Recorded information:
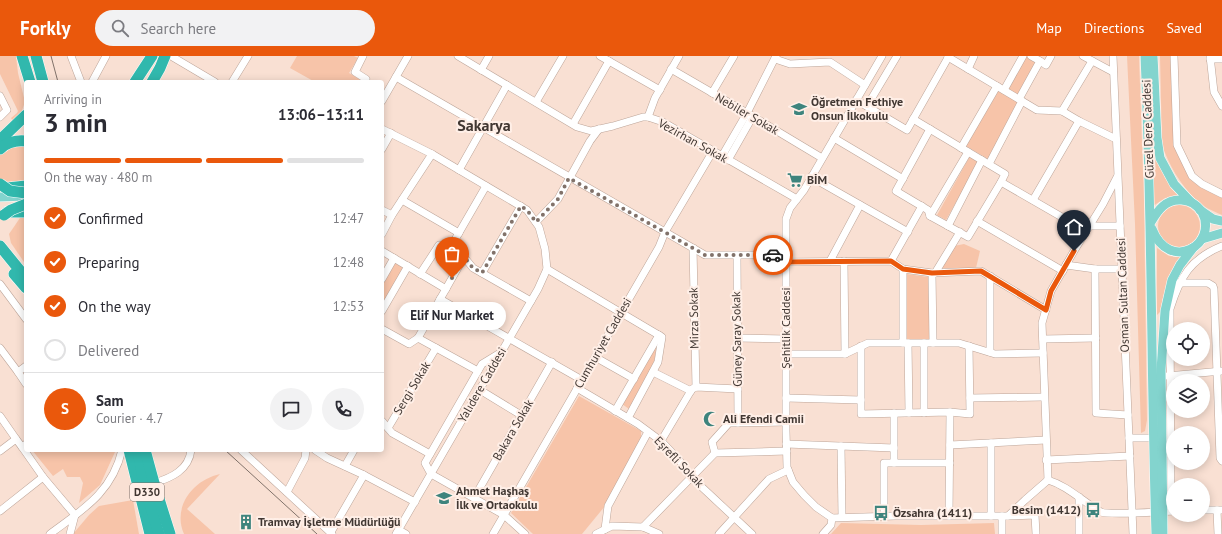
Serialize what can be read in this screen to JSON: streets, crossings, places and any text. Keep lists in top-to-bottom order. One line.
{"streets":{"highway":["D330"],"main road":["Güzel Dere Caddesi"],"street":["Nebiler Sokak","Vezirhan Sokak","Osman Sultan Caddesi","Mirza Sokak","Şehitlik Caddesi","Güney Saray Sokak","Cumhuriyet Caddesi","Yalıdere Caddesi","Sergi Sokak","Bakara Sokak","Eşrefli Sokak"]},"crossings":[["Nebiler Sokak","Şehitlik Caddesi"],["Vezirhan Sokak","Şehitlik Caddesi"],["Vezirhan Sokak","Cumhuriyet Caddesi"],["Cumhuriyet Caddesi","Eşrefli Sokak"]],"districts":["Sakarya"],"places":{"school or university":["Öğretmen Fethiye Onsun İlkokulu","Ahmet Haşhaş İlk ve Ortaokulu"],"supermarket":["BİM"],"other":["Elif Nur Market"],"mosque":["Ali Efendi Camii"],"bus stop":["Besim (1412)","Özsahra (1411)"],"building":["Tramvay İşletme Müdürlüğü"]},"page":{"header":"Forkly","search":"Search here","nav":["Map","Directions","Saved"],"heading":["3 min","Arriving in","13:06–13:11"],"panel":["Sam","Courier · 4.7"],"bar":"On the way · 480 m","list":[["Confirmed","12:47"],["Preparing","12:48"],["On the way","12:53"],"Delivered"],"bubble":"Elif Nur Market","map_buttons":["+","−"],"round":"S"}}
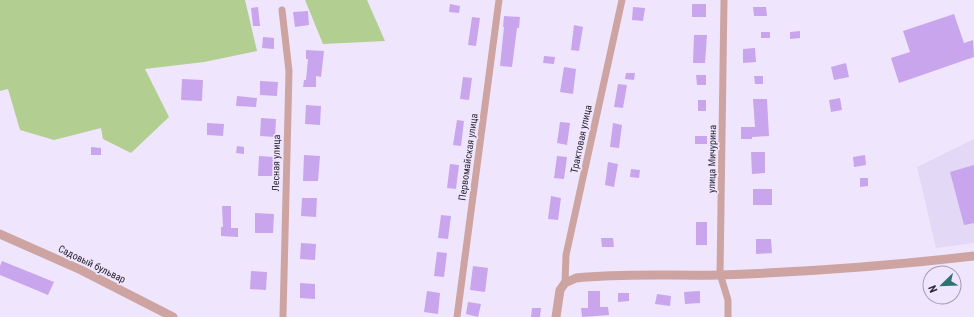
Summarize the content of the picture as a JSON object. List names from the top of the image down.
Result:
{
  "streets": {
    "street": [
      "Трактовая улица",
      "Первомайская улица",
      "улица Мичурина",
      "Лесная улица",
      "Садовый бульвар"
    ]
  },
  "north": "bottom left"
}
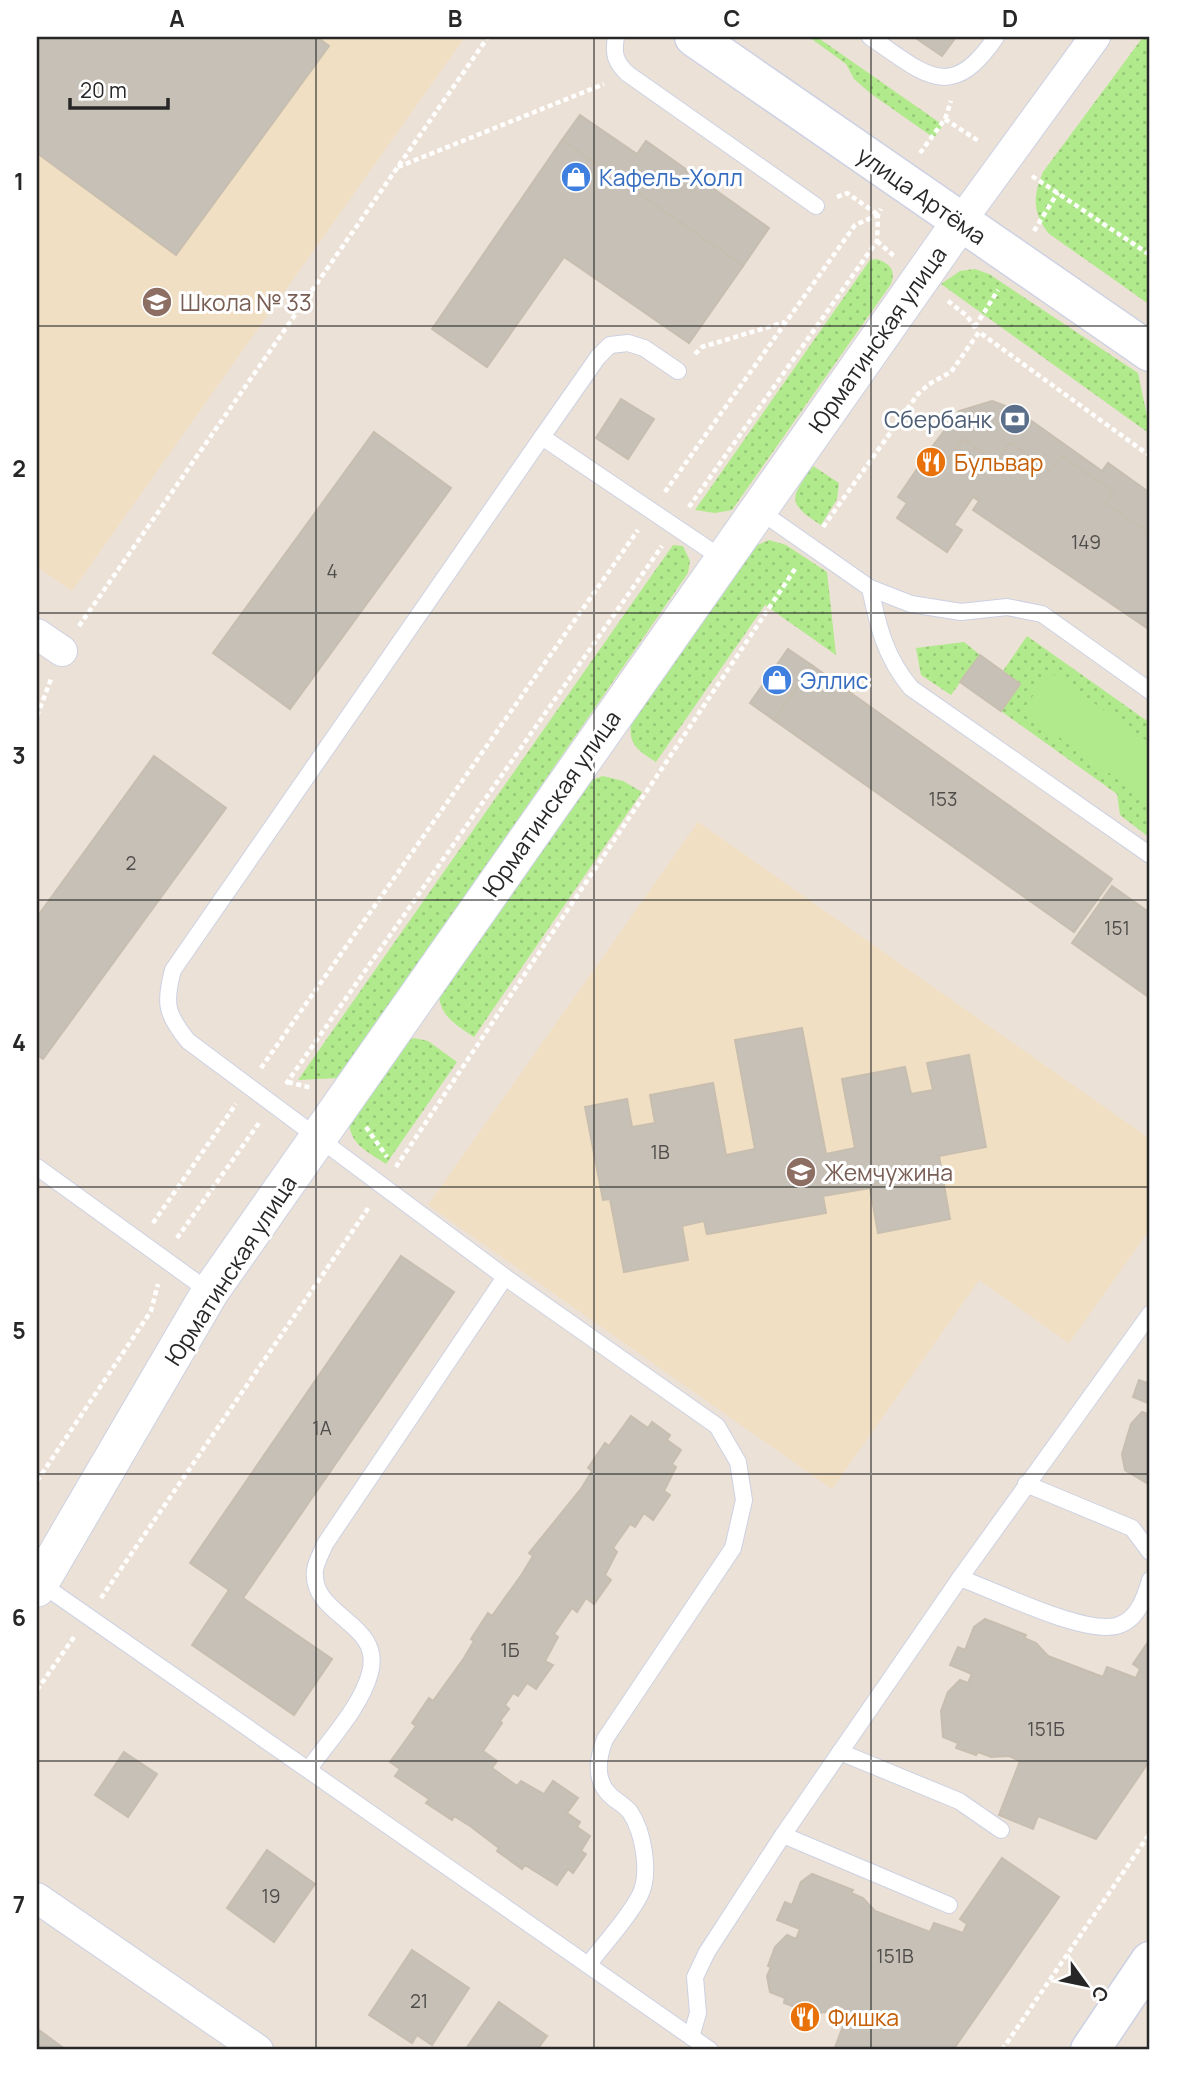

The problem: The output consists of exactly the lines from the one containing "Summarize the content" through the last line of the listing, both included, with no pictures.

Answer:
Summarize the content of the picture as a JSON object. List names from the top of the image down.
Result:
{
  "streets": {
    "street": [
      "Трактовая улица",
      "Первомайская улица",
      "улица Мичурина",
      "Лесная улица",
      "Садовый бульвар"
    ]
  },
  "north": "bottom left"
}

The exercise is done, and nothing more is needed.